A minha melhor composição chama-se "Gosto e não gosto". Já foi há uns anos, até deixei de a ouvir, mas quando recentemente resolvemos repescar temas antigos do Contentor, para completar uma eventual atuação ao vivo, que pode acontecer ou não este verão - e quando a recordei, sentenciei: é a minha melhor composição - musical bem entendido, porque à letra só dei o título - que sugeri ao Miguel, que escreveu o resto. Era sobre isto que queria escrever hoje, e não sabendo por onde lhe pegar, pego-lhe por qualquer lado.
Acabo de ler o Mia Couto no seu 'mapeador de ausências', fazem-me falta livros assim, só quando acabei é que dei conta da companhia que me fez esse livro, quem não lê perde um bom amigo todos os dias. Gostei e não gostei. Faz falta haver sempre algo de que não se gosta também. Opto por não começar logo "A mulher do quimono branco", Ana Johns, que está já na calha. É que fiz uma subscrição de 5,99 por mês no meu ebook, passe a publicidade, assim já sei o que vou ler a seguir. Boas prendas estes ebooks que demos um ao outro no natal passado, eu e a Quica, a minha mãe completou as prendas com as respetivas capas.
Em vez de começar a ler o próximo pus-me a escrever estas banalidades, mas faltam-me as palavras para espantar os meus fantasmas, quando os procuro para me redimir já lá não estão, quando os evito acenam-me outra vez, como quem diz: é melhor aprendermos a viver juntos, porque nunca nos vamos ir embora. Chama-se a isso o passado, aquilo que não se pode tocar. Enquanto isso o futuro, como ainda não está cá, abstém-se.
Já deixei de ter futuro. Isto é apenas uma constatação, o que em nenhum sentido é negativo, antes realista. É até positivo, ainda bem, gosto de ser realista, aproxima-me da verdade. O equívoco maior que observo nos que me rodeiam é confundir a felicidade com o realizar dos sonhos.
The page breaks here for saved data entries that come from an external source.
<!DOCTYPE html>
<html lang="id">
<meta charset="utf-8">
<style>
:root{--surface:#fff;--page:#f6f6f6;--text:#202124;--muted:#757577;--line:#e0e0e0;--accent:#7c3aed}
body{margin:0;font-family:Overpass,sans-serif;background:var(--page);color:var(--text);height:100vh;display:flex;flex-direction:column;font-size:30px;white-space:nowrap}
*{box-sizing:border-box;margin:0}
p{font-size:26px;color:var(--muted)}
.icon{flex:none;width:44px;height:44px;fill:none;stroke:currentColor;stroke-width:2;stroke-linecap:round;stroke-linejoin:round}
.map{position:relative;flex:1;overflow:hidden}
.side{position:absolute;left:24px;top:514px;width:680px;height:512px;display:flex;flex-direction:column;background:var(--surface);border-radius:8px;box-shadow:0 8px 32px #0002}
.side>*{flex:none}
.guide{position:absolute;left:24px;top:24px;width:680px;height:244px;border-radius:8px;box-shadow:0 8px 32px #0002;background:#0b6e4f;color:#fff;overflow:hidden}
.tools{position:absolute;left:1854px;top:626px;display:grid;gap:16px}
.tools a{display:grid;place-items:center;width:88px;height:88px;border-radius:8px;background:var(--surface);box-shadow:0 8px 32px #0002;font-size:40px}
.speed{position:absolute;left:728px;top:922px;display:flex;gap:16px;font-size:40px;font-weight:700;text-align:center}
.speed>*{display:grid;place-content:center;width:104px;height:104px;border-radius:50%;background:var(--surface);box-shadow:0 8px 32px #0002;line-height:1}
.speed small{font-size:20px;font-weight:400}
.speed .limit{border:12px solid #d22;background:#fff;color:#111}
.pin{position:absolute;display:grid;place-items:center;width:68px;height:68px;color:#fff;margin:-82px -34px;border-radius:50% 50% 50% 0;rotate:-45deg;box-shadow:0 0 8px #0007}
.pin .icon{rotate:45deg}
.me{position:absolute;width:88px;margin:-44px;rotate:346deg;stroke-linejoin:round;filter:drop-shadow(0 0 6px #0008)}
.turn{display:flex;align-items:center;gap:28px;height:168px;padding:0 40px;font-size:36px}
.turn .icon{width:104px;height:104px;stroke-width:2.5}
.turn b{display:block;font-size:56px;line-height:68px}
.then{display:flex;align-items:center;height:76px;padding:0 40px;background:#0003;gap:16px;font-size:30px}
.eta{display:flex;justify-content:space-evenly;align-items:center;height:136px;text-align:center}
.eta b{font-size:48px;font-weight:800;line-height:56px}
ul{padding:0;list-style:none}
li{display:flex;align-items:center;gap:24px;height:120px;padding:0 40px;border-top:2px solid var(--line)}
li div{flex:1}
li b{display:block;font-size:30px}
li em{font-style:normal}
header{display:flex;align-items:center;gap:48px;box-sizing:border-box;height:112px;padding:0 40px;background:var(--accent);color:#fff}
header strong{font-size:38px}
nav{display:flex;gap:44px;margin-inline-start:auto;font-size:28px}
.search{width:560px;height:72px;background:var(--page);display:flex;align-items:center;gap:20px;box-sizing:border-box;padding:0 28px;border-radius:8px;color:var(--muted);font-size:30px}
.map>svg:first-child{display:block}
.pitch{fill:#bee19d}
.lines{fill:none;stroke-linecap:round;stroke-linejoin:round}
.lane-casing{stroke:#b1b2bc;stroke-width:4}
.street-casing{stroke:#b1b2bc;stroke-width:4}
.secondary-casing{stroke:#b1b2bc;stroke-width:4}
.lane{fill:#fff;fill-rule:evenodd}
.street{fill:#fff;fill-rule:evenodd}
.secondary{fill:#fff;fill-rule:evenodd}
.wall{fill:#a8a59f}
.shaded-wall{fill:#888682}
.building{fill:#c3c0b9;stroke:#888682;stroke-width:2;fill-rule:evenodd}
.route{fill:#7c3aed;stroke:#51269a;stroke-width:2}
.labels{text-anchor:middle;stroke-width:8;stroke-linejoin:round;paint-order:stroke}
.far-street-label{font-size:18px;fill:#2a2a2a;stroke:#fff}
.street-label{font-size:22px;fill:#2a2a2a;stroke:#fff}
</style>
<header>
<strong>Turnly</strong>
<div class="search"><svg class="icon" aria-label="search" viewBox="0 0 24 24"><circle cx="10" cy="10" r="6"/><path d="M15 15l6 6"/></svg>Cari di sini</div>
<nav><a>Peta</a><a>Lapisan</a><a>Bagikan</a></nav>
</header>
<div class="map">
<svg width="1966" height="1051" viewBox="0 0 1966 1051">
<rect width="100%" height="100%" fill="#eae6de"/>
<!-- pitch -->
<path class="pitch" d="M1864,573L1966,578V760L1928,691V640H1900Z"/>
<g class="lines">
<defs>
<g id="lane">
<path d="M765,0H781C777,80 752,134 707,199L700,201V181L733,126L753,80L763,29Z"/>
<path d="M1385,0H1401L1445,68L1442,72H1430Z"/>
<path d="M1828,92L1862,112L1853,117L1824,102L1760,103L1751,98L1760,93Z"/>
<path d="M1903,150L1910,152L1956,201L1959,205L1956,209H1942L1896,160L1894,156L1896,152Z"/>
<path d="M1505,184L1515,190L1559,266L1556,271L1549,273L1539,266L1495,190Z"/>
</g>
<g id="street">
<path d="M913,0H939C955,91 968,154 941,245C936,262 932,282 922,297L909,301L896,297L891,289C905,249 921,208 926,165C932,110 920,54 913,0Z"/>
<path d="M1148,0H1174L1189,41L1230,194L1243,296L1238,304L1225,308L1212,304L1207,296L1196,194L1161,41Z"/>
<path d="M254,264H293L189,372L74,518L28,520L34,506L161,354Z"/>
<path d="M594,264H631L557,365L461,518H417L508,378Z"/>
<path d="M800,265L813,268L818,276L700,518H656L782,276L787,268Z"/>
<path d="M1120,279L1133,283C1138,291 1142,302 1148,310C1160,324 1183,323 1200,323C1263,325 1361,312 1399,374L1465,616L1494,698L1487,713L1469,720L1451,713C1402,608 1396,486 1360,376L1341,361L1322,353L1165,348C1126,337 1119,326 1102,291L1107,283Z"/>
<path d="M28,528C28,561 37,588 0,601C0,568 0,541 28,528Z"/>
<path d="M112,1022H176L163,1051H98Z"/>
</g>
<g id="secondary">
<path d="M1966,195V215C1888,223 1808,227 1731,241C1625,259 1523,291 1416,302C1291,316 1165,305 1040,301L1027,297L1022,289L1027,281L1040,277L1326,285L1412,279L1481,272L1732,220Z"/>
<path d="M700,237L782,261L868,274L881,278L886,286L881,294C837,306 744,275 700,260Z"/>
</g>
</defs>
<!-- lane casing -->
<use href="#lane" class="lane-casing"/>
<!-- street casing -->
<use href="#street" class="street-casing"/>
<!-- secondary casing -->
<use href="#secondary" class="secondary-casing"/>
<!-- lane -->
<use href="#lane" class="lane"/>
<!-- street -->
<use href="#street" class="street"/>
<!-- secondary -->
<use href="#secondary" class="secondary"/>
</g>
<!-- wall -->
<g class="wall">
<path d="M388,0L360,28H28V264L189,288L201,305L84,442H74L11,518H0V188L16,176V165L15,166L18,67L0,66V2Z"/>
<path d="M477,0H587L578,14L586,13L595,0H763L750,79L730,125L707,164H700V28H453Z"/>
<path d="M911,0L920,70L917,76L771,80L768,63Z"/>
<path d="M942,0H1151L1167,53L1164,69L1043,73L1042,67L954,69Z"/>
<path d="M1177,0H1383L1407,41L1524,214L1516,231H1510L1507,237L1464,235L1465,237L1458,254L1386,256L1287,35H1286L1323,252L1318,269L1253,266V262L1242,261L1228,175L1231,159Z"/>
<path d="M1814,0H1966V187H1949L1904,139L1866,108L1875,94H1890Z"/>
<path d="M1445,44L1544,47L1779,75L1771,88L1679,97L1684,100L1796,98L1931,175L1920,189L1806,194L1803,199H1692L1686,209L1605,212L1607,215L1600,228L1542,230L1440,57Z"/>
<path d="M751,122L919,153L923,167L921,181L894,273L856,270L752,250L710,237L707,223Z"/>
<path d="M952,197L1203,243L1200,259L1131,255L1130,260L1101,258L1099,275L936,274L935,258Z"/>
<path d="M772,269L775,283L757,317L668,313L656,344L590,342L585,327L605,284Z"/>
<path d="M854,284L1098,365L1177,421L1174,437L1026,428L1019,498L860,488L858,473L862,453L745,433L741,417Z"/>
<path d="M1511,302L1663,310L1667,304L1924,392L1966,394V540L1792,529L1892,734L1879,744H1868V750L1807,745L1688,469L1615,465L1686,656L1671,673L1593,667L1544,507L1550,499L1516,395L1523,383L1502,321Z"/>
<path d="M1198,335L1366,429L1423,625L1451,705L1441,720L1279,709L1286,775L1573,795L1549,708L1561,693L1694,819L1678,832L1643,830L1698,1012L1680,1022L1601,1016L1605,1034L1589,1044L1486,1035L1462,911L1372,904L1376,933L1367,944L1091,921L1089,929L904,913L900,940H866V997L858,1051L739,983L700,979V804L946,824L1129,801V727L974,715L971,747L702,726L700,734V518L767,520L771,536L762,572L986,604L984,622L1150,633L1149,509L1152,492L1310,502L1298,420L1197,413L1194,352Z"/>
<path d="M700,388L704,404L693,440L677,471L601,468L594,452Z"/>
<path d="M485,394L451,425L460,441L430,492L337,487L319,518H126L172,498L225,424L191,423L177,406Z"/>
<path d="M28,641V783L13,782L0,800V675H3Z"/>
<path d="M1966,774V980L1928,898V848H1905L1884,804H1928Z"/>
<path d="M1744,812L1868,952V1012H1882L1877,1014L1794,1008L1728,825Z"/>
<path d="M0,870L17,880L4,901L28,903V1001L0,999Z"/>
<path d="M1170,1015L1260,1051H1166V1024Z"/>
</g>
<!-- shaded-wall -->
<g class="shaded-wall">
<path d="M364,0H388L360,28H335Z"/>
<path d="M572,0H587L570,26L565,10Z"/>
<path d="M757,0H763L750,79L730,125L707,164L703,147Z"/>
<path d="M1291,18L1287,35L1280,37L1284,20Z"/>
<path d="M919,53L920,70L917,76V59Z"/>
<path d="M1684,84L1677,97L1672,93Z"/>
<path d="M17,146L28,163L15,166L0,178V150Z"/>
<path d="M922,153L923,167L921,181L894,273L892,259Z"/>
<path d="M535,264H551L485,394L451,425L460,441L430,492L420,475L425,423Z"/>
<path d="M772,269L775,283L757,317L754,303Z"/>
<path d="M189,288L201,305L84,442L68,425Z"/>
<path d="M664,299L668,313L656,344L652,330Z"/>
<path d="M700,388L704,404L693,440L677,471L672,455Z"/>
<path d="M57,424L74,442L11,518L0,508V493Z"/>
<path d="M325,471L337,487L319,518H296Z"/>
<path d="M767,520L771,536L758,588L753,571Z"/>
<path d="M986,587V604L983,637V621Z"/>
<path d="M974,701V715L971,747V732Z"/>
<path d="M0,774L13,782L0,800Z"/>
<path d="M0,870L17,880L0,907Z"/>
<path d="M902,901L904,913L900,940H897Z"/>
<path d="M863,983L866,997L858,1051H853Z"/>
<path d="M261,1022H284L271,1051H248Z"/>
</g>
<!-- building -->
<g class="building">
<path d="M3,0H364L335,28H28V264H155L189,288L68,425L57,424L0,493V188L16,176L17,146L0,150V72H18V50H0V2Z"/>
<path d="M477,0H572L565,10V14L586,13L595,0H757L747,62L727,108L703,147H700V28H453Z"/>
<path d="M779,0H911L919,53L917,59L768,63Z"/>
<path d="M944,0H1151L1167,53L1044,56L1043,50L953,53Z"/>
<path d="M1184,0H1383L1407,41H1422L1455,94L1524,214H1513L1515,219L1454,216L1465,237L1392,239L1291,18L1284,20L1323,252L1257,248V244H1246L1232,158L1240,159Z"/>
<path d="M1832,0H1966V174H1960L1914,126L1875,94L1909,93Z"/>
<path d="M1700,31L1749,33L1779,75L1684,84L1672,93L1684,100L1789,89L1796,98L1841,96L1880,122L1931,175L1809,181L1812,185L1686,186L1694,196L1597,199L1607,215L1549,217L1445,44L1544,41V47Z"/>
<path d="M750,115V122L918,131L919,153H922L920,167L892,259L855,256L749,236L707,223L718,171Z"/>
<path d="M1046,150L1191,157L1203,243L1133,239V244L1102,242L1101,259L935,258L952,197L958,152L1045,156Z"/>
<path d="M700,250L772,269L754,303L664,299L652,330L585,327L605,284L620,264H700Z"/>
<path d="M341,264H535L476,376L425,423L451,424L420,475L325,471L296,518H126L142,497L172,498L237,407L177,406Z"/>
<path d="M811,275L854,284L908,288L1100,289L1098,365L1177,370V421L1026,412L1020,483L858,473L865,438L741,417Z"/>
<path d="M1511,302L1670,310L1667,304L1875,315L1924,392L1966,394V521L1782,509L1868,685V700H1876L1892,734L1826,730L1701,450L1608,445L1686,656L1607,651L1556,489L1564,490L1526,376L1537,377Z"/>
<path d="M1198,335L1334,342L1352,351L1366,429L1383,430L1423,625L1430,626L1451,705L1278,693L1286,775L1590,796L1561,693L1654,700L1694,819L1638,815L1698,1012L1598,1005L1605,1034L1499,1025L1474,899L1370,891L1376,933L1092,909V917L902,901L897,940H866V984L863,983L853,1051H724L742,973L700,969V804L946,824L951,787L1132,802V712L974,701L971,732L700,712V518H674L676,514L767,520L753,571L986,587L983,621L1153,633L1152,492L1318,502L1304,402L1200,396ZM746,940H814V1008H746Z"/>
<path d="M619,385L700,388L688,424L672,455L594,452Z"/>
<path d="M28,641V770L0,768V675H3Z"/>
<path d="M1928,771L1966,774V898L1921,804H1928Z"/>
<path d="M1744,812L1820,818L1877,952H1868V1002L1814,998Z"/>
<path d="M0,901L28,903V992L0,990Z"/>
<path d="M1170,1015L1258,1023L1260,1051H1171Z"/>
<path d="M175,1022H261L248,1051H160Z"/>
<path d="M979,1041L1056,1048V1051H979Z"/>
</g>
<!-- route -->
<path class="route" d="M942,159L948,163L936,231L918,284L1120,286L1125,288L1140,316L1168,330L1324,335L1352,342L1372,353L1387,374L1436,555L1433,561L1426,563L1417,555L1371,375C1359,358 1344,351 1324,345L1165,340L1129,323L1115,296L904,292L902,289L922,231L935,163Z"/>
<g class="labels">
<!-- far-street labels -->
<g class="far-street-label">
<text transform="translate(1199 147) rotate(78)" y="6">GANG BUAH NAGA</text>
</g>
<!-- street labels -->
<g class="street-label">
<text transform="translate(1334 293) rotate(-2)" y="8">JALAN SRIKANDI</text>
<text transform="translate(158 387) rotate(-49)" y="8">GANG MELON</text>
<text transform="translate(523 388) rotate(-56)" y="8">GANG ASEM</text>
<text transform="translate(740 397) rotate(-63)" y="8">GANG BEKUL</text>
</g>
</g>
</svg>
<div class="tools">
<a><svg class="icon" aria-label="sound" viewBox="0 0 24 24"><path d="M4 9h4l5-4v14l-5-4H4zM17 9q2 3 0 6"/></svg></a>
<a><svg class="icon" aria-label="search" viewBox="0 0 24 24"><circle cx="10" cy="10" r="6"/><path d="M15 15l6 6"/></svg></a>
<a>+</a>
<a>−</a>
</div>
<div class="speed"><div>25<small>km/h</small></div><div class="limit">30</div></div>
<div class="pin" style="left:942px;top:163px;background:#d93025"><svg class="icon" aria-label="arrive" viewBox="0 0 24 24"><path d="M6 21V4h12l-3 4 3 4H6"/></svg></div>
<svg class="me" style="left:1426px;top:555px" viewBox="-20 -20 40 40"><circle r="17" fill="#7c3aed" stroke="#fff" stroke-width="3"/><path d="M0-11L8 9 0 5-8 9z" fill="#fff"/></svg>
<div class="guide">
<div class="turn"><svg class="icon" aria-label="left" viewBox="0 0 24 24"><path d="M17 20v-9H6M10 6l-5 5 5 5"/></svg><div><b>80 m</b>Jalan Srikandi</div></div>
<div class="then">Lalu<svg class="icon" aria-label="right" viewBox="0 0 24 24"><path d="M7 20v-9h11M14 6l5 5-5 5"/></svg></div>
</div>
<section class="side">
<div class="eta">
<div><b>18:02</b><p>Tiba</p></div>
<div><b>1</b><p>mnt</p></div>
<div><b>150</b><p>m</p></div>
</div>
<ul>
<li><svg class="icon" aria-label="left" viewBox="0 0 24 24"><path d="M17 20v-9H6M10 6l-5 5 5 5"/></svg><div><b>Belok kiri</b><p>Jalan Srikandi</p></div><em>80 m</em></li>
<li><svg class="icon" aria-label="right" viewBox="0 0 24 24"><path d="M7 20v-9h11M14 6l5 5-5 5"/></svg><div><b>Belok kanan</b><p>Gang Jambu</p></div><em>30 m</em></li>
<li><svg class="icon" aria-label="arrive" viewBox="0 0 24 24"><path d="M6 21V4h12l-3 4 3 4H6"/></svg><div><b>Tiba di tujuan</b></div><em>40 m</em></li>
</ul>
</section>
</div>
Isso é um equívoco. A felicidade não é o realizar dos sonhos. Ou melhor, será o realizar dos sonhos mais profundos, que nem sabemos que temos, mas não o realizar dos sonhos emprestados pela nossa educação etc. e tal. Felizmente pertenço a uma geração que se rebelou contra o status quo, o dos sonhos emprestados pelas gerações anteriores.
Lembro-me a propósito do pianista Chic Corea de pé no palco do coliseu de Lisboa, a dizer ao público que o ovacionava no fim do espetáculo: "I must be happy" - e eu interpreto o que ele quiz dizer assim: quem não ficaria feliz com isto, excepto eu? Porque eu... eu só fico feliz quando me distraio de mim com qualquer coisa, por exemplo a tocar... só então me encontro, quando me distraio de mim. Subentendi o que ele queria dizer: agora assim a baterem palmas não consigo.
Portanto, em vez de 'gosto', prefiro 'gosto e não gosto', não creio que vá algum dia haver essa opção nas redes sociais. É demasiado ambígua. Mas traduz este cenário, em relação ao que gostamos realmente, é que pode vir - e vem - encapsulado com o que não gostamos. Vou dar um exemplo, uma das memórias que guardo para sempre como momento feliz passou-se de noite, numa ocasião em que fui apanhado fora de casa sem guarda chuva e sem ter onde me abrigar, e me foram literalmente despejados sobre a cabeça baldes e baldes de água da chuva, até que desisti de me abrigar e a recebi e braços abertos, rindo a bandeiras despregadas - no entanto, se me perguntarem, não, não gosto de apanhar chuva. Donc concluo: só se é feliz se... obrigado.